Quality evaluation and data extraction
The methodological quality of the included studies was assessed using the Jadad score (high methodological quality, Jadad score > 3). This scale evaluates study quality based on four key methodological features: (1) random sequence generation (0 points for inappropriate, 1 point for unclear, 2 points for appropriate), (2) allocation concealment (0 points for inappropriate, 1 point for unclear, 2 points for appropriate), (3) blinding (0 points for inappropriate, 1 point for unclear, 2 points for proper), and (4) study withdrawals (0 points for not mentioning and 1 point for mentioning). Studies with a total score of one to three were classified as low quality and four to seven were classified as high quality.

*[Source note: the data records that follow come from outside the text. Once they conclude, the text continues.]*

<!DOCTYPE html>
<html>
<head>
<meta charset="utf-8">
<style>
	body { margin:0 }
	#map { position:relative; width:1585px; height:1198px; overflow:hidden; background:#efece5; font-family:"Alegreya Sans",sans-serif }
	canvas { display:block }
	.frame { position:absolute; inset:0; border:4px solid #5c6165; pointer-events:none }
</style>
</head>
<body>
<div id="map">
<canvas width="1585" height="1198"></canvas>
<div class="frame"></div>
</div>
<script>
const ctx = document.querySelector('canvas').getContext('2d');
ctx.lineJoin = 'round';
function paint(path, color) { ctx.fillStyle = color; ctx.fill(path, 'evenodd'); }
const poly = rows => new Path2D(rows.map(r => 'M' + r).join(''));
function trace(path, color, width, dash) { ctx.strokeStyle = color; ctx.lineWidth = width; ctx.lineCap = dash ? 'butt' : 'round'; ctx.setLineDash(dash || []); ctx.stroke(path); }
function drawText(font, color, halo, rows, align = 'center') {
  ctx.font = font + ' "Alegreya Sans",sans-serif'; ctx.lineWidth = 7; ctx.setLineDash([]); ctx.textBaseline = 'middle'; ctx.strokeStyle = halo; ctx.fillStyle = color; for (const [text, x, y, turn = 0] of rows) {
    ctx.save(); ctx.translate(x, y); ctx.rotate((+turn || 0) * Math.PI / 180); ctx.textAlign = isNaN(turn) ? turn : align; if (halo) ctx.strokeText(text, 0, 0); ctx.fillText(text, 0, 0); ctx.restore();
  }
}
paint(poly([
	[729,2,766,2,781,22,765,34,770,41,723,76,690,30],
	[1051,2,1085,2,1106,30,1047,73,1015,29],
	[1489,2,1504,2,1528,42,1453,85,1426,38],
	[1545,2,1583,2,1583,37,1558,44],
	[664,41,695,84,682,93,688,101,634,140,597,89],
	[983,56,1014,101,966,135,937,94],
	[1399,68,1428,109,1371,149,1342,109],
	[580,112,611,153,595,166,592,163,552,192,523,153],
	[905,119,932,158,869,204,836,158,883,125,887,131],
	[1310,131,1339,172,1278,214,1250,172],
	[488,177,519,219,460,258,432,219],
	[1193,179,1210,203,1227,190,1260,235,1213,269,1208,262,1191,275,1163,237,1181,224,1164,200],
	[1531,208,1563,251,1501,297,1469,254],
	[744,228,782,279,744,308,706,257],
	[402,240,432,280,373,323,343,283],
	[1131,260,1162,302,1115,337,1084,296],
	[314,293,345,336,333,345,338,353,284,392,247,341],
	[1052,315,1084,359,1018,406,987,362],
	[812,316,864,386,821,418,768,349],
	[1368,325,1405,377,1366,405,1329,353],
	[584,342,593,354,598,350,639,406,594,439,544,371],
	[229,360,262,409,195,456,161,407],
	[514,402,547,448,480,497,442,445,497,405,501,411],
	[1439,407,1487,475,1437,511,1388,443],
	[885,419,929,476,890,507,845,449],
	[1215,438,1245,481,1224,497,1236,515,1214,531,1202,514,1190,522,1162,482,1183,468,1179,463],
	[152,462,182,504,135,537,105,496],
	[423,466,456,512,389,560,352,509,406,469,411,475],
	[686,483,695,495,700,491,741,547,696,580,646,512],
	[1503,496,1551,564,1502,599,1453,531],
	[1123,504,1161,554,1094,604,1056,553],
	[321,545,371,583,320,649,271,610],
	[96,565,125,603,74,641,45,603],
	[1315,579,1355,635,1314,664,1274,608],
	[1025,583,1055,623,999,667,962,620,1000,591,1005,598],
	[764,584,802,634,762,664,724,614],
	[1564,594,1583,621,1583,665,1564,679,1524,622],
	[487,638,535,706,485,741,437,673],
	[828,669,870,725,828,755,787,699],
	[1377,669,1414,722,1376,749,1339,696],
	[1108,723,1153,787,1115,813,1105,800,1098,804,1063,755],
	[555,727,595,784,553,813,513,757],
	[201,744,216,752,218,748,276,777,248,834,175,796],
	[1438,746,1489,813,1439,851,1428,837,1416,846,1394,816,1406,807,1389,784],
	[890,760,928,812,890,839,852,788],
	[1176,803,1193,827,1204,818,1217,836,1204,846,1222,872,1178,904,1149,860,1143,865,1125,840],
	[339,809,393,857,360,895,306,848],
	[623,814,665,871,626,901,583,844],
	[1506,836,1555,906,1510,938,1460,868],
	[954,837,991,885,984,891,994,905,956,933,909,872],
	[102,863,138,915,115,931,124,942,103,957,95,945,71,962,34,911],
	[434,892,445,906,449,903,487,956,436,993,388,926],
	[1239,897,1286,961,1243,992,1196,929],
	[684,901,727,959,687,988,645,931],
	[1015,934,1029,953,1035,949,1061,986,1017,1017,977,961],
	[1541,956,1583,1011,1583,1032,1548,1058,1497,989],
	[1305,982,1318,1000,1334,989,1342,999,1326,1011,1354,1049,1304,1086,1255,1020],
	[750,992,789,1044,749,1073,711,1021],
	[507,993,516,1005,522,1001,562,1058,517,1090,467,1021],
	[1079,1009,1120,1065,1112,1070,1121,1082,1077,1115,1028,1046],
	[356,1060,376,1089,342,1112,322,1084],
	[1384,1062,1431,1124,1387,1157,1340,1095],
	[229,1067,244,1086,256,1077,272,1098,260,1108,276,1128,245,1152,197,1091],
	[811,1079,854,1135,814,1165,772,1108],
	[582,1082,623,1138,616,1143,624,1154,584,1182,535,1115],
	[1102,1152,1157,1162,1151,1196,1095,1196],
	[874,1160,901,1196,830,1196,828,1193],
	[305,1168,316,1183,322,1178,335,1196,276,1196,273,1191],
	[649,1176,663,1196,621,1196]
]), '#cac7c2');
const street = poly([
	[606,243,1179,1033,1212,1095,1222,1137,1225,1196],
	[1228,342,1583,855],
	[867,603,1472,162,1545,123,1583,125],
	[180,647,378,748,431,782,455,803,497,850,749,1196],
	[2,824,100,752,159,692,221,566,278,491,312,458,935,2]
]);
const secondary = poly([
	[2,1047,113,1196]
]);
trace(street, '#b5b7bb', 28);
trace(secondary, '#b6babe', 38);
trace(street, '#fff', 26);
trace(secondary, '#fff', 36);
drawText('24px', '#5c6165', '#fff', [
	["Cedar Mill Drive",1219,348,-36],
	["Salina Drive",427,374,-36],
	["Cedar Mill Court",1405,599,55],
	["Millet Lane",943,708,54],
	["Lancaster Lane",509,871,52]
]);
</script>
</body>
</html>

A total of 4 researchers were independently responsible for the literature screening and processing of this study, and each researcher was a clinical worker with rich experience in statistics. Disagreements were resolved through discussion and consultation with a third reviewer if necessary. Extracted information included: (1) basic study information: author, year of publication, and region; (2) study design: treatment path, treatment plan, number of patients in each group, clinical stage of the tumor, gender, and age; and (3) outcomes: 3-year survival rate, 5-year survival rate, and median survival time, reported as odds ratios (ORs) and 95% confidence intervals (CIs).
Statistical analysis
Odds ratios and 95% CIs were calculated for survival rate outcomes, while logarithm of OR was used as a measure of effect difference for median survival time. The Q test was used to evaluate the presence of statistically significant heterogeneity (α = 0.1) among studies, and I2 was used to quantify the amount of heterogeneity present. When I2 < 50%, a fixed-effects model was used. When I2 > 50%, a random-effects model was selected after exploring the possible causes of heterogeneity. The Z-test and P ≤ 0.05 were used to determine the presence of a statistically significant difference. Analyses were performed using Review Manager (RevMan) version 5.3 (The Nordic Cochrane Centre). GraphPad Prism software (version 8.40, GraphPad Software, San Diego, California) was used to draw Kaplan–Meier survival curves for the median survival times for the four treatment options (i.e., surgery, chemotherapy, targeted therapy, and immunotherapy).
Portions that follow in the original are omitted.